Dengan kemenangan terakhirnya terjadi pada ajang Sony Open in Hawaii 2023, kini ia berpeluang menjadi pegolf Asia ketiga yang memenangkan RBC Heritage ini setelah Satoshi Kodaira (2018) dan C.T. Pan (2019) dari China Taipei. Ia sendiri sempat kalah play-off dari Kodaira lima tahun silam. Toh ia kini yakin memegang kendali untuk menjuarai Signature Event pertamanya.

”Rasanya saya bermain sangat baik hari ini, sangat solid. Hanya saja hasilnya tidak terlihat demikian.” ~ Justin Thomas.

”Ya, saya ada di posisi yang bagus. Sejauh ini saya juga sudah bermain dengan baik. Terutama permainan iron saya pekan ini sangat bagus. Sekarang sisa satu hari lagi,” imbuhnya.

Ia belum merasakan finis di sepuluh besar pada musim ini. Pekan lalu, untuk pertama kalinya sejak 2017, ia tak dapat mengikuti Masters Tournament. Hal tersebut jelas membuatnya kecewa. Namun, kemenangan pada hari Minggu ini akan membuatnya berhak kembali ke Augusta National pada April 2026.

Sementara itu, birdie dari jarak 4,8 meter di hole terakhir menjaga peluang Thomas untuk bersaing sengit dengan Kim pada putaran final nanti.

”Rasanya saya bermain sangat baik hari ini, sangat solid. Hanya saja hasilnya tidak terlihat demikian. Lapangan ini sangatlah susah, sangat keras dan licin. Kami hanya bersikap sangat cerdas. Rasanya hanya berusaha memaksimalkan club yang memudahkan membuat skor atau memaksimalkan peluang ketika mendapatkannya,” tutur pemegang 15 gelar PGA TOUR, termasuk dua gelar Major ini.

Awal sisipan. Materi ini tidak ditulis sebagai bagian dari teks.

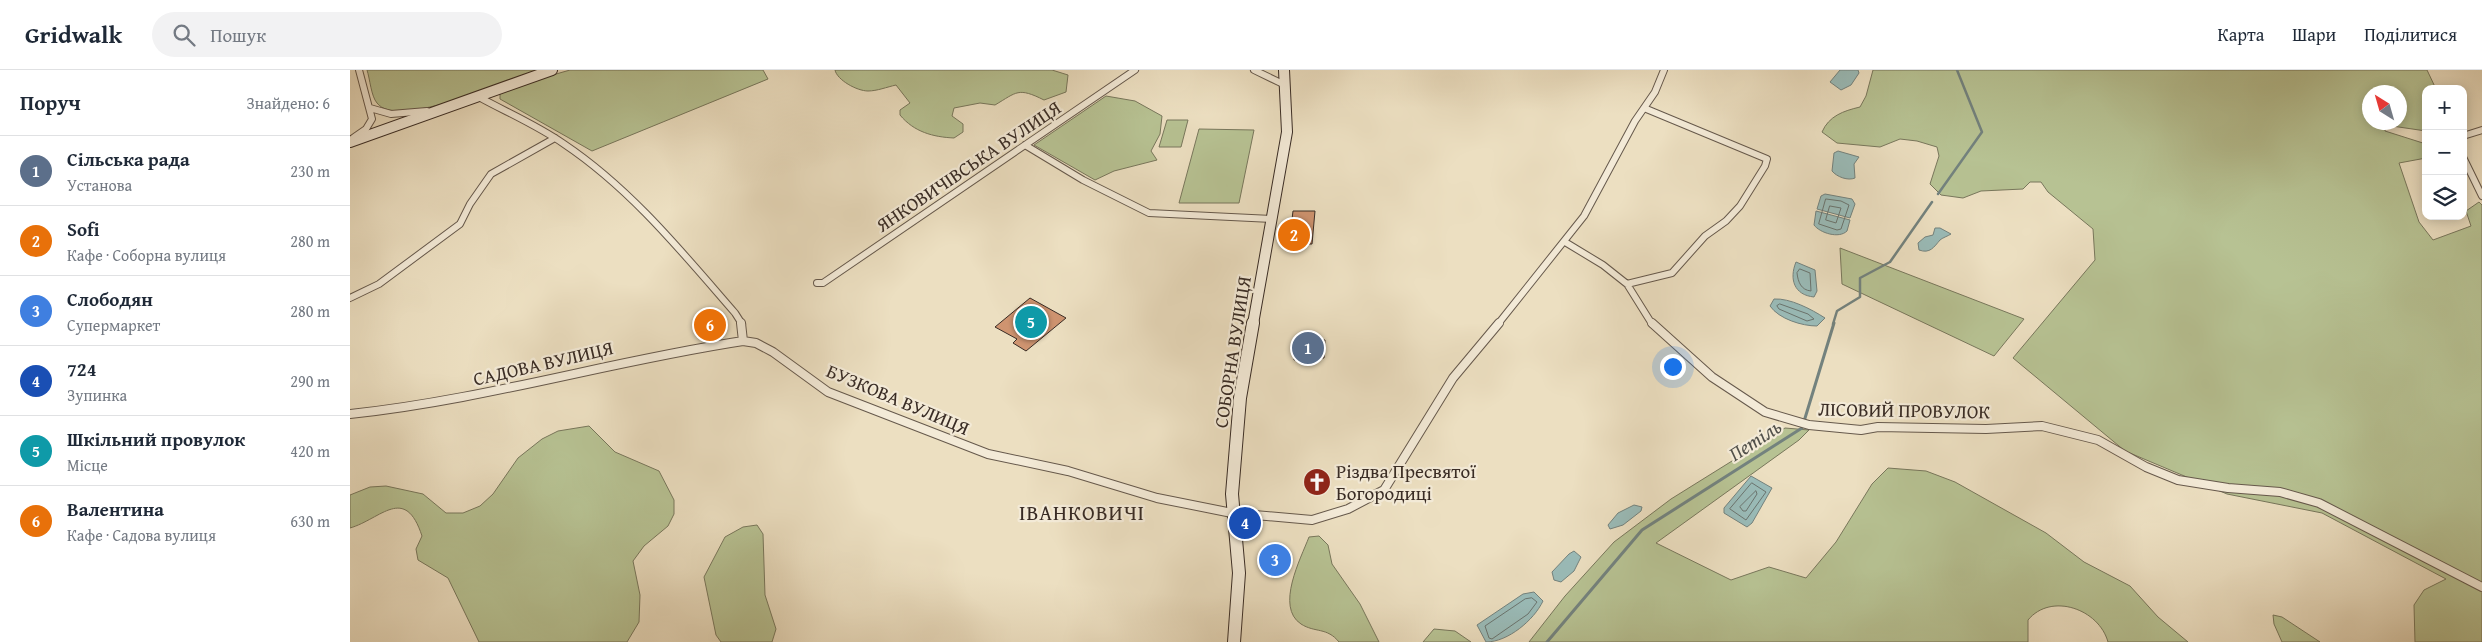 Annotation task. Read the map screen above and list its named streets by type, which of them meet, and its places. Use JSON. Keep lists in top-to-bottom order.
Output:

”Lapangan ini bukan tempat Anda bisa benar-benar memaksakan permainan, terutama ketika menghadapi kondisi yang berat. Ya, memang menyenangkan melakukan pukulan iron yang mendekati pin dan memasukkan putt dari sana. Senang rasanya bisa finis demikian dan melanjutkan momentum untuk putaran final.”